His passion rekindled, Pederson traveled the country from coast to coast from 2009 to 2015, entering competitive races that are set up like downhill ski slalom courses. He raced in Ottawa, Canada, and Dusseldorf, Germany, in what is called the “Pro Division,” against skaters of all ages. He won a 2012 competition and also had several second and third-place finishes. 

Steve Pederson is seen in action on his skateboard. (Courtesy - Steve Pederson)

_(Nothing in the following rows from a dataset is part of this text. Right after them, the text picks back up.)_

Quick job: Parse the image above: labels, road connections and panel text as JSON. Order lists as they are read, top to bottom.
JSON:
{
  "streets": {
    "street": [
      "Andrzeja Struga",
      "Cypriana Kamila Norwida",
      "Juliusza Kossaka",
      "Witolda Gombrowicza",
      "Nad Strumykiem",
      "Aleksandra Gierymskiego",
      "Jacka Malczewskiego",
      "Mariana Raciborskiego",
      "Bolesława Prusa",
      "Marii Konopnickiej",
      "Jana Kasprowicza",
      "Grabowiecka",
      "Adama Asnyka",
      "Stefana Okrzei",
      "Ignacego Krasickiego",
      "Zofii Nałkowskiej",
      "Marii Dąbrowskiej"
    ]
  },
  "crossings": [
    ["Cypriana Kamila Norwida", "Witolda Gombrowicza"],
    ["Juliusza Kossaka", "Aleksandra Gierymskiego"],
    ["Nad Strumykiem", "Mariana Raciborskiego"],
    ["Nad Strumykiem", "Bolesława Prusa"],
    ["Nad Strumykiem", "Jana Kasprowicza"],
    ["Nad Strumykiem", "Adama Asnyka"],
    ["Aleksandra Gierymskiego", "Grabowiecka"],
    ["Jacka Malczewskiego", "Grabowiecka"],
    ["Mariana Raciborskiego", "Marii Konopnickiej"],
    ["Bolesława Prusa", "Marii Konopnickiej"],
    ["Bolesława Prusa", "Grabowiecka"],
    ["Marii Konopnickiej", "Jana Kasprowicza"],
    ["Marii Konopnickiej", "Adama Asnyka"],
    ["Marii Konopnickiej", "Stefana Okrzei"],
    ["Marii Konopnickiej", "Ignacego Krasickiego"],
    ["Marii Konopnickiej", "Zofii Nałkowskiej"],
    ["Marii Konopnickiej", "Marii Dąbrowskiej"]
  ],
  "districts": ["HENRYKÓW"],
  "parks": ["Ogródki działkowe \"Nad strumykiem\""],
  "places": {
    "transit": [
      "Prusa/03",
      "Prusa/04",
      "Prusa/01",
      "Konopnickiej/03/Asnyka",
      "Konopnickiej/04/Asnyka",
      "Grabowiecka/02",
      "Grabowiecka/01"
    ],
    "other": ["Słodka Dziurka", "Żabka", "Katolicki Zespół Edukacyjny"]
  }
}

“I’m not the best racer and I’m not the worst,” Pederson said modestly. “It is an adrenaline rush. It’s fun. And you develop a camaraderie with all the guys. You see them when you travel. I made friends with people from lots of countries including Germany, France, Sweden, Japan and Brazil. Racing breaks down cultural barriers.”  
 
While racing was his passion and provided him with the challenges he sought, Pederson said he was burned out after two decades in the advertising business.  He needed a change and spotted an opportunity.
 
Working in downtown Minneapolis, he would see blind people and wondered about jobs helping the disabled. One day, while volunteering at Monique’s kindergarten class, he heard about a job working with autistic children at a Minneapolis nonprofit called Fraser. He got the job and has been there for the past 2.5 years.  
 
Treasured moments

While Pederson says he is more fulfilled at work, Monique treasures time spent skateboarding with her dad. “It is something where we can get out of the house and have fun,” she said, so long as her father’s coaching instinct doesn’t become too overbearing.
 
“[S]ometimes he tells me too much when I’m skateboarding. Sometimes it’s a 20-minute lecture,” she said, imitating Steve’s instruction. He, meanwhile, recalls her falling and scraping her elbow one summer, calling it “a beginner’s mistake.”  
 
They don’t rule out competing together one day. “I would love for her to see me compete, it would be fun,” he said. “I would like to see her get skills so she could compete.”  
 
For Monique, any organized competition would be “97 percent for fun and a little bit competitive.” If they both won their respective races, she joked that she would “steal his trophy.”